(Dataset entries)

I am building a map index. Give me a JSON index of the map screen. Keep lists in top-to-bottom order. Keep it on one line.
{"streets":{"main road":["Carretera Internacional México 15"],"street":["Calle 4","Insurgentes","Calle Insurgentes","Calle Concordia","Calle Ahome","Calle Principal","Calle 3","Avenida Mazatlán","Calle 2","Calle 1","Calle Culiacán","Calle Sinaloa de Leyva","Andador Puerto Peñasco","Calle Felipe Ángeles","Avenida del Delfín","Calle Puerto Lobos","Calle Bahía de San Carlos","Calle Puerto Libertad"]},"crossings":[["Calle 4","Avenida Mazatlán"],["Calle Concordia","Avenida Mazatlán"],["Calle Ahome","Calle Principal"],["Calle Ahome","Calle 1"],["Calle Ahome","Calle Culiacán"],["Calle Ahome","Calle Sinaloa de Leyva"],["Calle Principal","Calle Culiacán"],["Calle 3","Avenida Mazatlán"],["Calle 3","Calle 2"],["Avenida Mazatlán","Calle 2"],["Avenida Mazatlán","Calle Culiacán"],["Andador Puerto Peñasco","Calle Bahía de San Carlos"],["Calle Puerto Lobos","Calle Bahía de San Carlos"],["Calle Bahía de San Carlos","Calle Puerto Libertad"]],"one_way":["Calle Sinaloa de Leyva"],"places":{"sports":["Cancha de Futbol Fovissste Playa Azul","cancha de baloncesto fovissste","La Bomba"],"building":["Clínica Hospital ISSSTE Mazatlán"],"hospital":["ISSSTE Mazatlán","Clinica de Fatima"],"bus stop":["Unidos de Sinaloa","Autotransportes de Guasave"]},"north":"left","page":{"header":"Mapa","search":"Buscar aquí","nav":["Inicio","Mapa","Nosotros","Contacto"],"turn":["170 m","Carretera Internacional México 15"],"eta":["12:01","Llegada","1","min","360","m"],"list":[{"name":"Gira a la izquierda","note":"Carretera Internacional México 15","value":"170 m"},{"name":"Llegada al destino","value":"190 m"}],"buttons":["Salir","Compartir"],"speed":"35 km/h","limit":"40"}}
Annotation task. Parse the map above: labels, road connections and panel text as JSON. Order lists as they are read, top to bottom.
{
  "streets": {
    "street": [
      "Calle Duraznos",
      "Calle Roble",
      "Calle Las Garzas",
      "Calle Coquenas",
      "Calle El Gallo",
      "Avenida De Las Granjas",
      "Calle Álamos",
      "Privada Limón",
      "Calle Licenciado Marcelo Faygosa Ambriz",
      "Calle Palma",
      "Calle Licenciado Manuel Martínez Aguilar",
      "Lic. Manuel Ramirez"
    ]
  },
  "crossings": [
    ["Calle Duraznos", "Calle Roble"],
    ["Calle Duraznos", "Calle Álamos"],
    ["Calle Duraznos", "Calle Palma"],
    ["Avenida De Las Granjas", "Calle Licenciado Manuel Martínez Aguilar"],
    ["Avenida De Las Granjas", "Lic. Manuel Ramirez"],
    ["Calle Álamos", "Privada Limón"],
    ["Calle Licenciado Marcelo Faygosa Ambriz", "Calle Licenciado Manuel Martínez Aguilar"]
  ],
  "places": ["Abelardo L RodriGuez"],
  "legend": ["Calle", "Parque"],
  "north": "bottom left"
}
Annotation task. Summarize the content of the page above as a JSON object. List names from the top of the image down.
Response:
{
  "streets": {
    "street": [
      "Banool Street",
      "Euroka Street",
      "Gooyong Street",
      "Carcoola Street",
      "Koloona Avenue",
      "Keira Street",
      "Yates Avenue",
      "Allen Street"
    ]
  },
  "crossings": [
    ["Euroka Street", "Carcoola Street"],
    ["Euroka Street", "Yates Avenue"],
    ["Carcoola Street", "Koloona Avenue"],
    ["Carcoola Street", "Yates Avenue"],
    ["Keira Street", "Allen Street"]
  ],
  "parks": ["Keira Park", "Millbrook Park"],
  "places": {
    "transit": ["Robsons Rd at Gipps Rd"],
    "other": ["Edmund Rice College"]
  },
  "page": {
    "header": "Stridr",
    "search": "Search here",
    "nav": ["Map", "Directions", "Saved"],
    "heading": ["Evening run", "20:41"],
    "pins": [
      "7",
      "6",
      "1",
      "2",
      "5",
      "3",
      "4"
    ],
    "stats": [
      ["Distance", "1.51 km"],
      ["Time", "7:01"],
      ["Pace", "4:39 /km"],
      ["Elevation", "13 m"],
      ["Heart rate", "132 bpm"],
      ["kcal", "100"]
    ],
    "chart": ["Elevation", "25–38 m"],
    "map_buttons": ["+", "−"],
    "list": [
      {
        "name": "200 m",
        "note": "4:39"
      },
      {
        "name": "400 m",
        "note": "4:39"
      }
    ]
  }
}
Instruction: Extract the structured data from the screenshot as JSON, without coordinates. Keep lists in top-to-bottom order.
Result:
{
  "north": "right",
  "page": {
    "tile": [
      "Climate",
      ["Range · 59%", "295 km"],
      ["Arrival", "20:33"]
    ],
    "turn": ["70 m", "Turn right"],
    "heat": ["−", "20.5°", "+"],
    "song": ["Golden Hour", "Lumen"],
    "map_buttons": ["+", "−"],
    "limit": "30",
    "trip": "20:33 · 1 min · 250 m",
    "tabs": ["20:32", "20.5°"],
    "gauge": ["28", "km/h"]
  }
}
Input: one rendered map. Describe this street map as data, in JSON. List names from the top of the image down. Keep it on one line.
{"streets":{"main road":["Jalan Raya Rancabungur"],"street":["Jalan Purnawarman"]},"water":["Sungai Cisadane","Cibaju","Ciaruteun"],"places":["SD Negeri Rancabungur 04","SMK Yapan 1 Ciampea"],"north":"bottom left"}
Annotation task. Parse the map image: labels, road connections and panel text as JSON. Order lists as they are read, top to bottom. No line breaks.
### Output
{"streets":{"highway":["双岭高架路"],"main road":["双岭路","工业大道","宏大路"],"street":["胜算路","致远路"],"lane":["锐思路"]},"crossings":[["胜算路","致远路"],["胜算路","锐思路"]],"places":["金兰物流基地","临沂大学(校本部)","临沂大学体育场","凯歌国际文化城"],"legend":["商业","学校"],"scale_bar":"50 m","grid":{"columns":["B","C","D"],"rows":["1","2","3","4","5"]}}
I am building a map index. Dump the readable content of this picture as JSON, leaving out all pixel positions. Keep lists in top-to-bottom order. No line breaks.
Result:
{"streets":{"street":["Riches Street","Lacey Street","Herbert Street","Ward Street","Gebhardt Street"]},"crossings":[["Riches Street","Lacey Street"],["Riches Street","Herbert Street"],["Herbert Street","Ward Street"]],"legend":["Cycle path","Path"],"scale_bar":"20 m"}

Directions for this task: Repeat exactly the lines above from the one with "Annotation task. Parse the map above: labels, road" up to and including the one with "Annotation task. Summarize". No other line belongs in the reply.

Result for this exercise:
Annotation task. Parse the map above: labels, road connections and panel text as JSON. Order lists as they are read, top to bottom.
{
  "streets": {
    "street": [
      "Calle Duraznos",
      "Calle Roble",
      "Calle Las Garzas",
      "Calle Coquenas",
      "Calle El Gallo",
      "Avenida De Las Granjas",
      "Calle Álamos",
      "Privada Limón",
      "Calle Licenciado Marcelo Faygosa Ambriz",
      "Calle Palma",
      "Calle Licenciado Manuel Martínez Aguilar",
      "Lic. Manuel Ramirez"
    ]
  },
  "crossings": [
    ["Calle Duraznos", "Calle Roble"],
    ["Calle Duraznos", "Calle Álamos"],
    ["Calle Duraznos", "Calle Palma"],
    ["Avenida De Las Granjas", "Calle Licenciado Manuel Martínez Aguilar"],
    ["Avenida De Las Granjas", "Lic. Manuel Ramirez"],
    ["Calle Álamos", "Privada Limón"],
    ["Calle Licenciado Marcelo Faygosa Ambriz", "Calle Licenciado Manuel Martínez Aguilar"]
  ],
  "places": ["Abelardo L RodriGuez"],
  "legend": ["Calle", "Parque"],
  "north": "bottom left"
}
Annotation task. Summarize the content of the page above as a JSON object. List names from the top of the image down.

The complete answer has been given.